## [WORK ORDER]
Among the entries that follow, find every line with the word "inset" and copy it.

·····

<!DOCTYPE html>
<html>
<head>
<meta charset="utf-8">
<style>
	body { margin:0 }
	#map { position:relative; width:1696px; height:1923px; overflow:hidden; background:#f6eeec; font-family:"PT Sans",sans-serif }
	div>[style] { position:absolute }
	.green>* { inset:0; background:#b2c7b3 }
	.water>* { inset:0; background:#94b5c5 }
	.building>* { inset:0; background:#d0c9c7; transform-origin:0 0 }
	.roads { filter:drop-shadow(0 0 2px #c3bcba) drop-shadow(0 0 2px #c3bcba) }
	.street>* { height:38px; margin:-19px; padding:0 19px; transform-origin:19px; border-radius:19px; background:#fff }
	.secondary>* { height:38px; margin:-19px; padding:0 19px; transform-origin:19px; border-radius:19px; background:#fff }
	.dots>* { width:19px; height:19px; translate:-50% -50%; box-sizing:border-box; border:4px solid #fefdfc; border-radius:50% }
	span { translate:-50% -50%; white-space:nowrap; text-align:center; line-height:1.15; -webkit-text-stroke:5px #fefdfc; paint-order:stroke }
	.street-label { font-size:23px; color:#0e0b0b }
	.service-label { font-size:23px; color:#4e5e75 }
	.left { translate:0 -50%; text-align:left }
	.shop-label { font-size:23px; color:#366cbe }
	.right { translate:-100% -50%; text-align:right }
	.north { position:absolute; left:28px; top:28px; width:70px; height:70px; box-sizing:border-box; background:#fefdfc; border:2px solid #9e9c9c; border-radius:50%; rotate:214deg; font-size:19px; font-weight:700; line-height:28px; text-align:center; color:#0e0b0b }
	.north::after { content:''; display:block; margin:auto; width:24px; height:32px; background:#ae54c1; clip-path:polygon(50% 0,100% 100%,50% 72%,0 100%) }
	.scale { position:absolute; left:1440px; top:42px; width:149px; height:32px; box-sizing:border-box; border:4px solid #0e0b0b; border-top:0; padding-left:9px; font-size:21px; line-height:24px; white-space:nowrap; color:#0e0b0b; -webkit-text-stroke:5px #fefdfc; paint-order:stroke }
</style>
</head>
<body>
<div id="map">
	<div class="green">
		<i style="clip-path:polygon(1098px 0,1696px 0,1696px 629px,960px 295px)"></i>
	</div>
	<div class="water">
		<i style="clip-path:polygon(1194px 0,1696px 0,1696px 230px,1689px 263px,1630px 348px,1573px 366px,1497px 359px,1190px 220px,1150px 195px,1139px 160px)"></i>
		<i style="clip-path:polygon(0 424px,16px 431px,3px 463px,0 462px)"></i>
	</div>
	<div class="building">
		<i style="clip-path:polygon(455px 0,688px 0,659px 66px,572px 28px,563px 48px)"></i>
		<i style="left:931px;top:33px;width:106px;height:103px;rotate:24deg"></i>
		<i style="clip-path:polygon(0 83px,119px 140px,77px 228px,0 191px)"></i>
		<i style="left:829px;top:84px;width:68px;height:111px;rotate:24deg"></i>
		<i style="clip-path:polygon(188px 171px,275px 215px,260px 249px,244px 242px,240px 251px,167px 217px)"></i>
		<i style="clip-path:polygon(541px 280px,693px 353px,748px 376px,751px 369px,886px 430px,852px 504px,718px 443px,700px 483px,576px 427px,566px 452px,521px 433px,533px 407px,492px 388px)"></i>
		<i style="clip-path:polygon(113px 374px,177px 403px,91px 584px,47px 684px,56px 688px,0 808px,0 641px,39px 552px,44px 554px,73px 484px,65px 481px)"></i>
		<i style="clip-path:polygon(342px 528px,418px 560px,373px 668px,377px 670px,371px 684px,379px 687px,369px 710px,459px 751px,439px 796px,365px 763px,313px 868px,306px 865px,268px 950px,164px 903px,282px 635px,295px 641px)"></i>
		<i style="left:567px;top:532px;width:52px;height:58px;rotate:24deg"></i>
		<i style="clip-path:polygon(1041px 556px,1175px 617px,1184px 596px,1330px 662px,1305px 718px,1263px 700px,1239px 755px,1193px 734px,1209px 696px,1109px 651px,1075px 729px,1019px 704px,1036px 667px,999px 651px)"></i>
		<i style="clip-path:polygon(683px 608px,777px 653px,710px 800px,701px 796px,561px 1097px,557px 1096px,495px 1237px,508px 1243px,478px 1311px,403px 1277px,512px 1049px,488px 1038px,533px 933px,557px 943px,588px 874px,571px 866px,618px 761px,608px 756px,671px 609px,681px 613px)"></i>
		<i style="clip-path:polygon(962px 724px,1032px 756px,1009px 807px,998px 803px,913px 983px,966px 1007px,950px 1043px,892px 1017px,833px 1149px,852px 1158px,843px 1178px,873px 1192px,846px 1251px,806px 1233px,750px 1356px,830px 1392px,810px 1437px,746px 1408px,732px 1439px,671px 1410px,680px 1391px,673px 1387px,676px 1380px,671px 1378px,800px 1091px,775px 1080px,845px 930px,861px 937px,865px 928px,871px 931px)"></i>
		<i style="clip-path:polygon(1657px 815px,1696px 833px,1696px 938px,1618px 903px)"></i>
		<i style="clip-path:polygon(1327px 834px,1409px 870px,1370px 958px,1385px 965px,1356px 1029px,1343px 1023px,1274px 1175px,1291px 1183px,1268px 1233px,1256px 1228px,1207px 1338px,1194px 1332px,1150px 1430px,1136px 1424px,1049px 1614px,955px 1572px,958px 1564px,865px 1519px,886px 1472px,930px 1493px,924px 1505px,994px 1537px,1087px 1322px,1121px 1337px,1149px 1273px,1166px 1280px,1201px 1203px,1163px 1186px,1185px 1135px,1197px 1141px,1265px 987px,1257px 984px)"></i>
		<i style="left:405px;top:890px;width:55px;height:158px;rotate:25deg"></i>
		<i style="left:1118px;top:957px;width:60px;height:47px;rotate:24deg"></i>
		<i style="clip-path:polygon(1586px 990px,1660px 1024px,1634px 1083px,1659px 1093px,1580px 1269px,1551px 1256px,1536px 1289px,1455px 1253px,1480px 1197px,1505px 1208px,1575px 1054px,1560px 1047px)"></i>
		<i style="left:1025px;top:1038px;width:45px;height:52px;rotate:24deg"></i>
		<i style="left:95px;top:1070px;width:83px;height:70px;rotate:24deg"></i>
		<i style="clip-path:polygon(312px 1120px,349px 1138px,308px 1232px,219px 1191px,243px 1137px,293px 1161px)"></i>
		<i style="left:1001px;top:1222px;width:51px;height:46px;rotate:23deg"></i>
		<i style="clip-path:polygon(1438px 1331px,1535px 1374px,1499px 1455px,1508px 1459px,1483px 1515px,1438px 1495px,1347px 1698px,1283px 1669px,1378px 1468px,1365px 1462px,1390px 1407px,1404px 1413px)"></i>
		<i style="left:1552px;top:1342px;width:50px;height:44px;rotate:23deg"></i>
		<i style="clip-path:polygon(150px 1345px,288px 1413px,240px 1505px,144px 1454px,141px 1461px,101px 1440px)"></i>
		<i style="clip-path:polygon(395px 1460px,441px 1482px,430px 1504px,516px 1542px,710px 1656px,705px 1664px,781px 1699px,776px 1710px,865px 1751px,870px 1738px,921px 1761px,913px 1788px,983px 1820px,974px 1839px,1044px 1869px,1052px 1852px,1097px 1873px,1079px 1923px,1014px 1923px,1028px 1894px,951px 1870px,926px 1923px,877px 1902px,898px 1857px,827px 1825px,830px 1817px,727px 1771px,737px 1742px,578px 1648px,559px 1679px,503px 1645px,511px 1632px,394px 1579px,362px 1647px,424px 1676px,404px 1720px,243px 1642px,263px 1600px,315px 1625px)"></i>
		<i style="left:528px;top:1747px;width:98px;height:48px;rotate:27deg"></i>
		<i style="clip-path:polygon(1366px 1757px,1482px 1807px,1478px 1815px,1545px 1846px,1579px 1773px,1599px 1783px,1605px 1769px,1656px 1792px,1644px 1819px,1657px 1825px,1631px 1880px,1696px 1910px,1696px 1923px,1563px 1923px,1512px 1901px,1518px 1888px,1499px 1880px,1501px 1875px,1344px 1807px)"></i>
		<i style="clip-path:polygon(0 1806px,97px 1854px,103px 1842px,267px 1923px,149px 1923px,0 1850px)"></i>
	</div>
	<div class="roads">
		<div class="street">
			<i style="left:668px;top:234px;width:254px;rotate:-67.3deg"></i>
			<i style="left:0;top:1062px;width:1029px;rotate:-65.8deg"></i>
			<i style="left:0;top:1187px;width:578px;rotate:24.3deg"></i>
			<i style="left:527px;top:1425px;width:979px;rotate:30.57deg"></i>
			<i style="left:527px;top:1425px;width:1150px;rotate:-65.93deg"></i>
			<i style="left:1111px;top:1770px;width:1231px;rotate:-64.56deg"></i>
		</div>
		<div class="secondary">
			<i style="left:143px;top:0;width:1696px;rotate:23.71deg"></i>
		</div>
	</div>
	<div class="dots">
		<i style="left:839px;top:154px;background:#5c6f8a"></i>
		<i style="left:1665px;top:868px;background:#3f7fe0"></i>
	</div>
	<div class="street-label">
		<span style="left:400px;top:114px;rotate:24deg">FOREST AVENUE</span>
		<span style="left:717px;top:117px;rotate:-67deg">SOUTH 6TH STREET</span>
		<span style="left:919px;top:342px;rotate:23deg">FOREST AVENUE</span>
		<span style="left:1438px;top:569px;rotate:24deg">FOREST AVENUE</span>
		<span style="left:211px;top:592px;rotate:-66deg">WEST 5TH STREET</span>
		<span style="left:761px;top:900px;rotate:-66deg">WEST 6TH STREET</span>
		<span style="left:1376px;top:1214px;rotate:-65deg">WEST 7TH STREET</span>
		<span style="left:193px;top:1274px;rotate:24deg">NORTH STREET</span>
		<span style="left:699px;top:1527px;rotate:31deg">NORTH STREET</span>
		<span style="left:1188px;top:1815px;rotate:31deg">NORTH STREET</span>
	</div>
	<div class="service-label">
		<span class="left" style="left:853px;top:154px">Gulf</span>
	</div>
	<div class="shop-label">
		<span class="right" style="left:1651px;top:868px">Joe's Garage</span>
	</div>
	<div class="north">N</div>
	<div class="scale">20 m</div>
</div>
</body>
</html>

·····

## [ANSWER TO THE PROBLEM]
	.green>* { inset:0; background:#b2c7b3 }
	.water>* { inset:0; background:#94b5c5 }
	.building>* { inset:0; background:#d0c9c7; transform-origin:0 0 }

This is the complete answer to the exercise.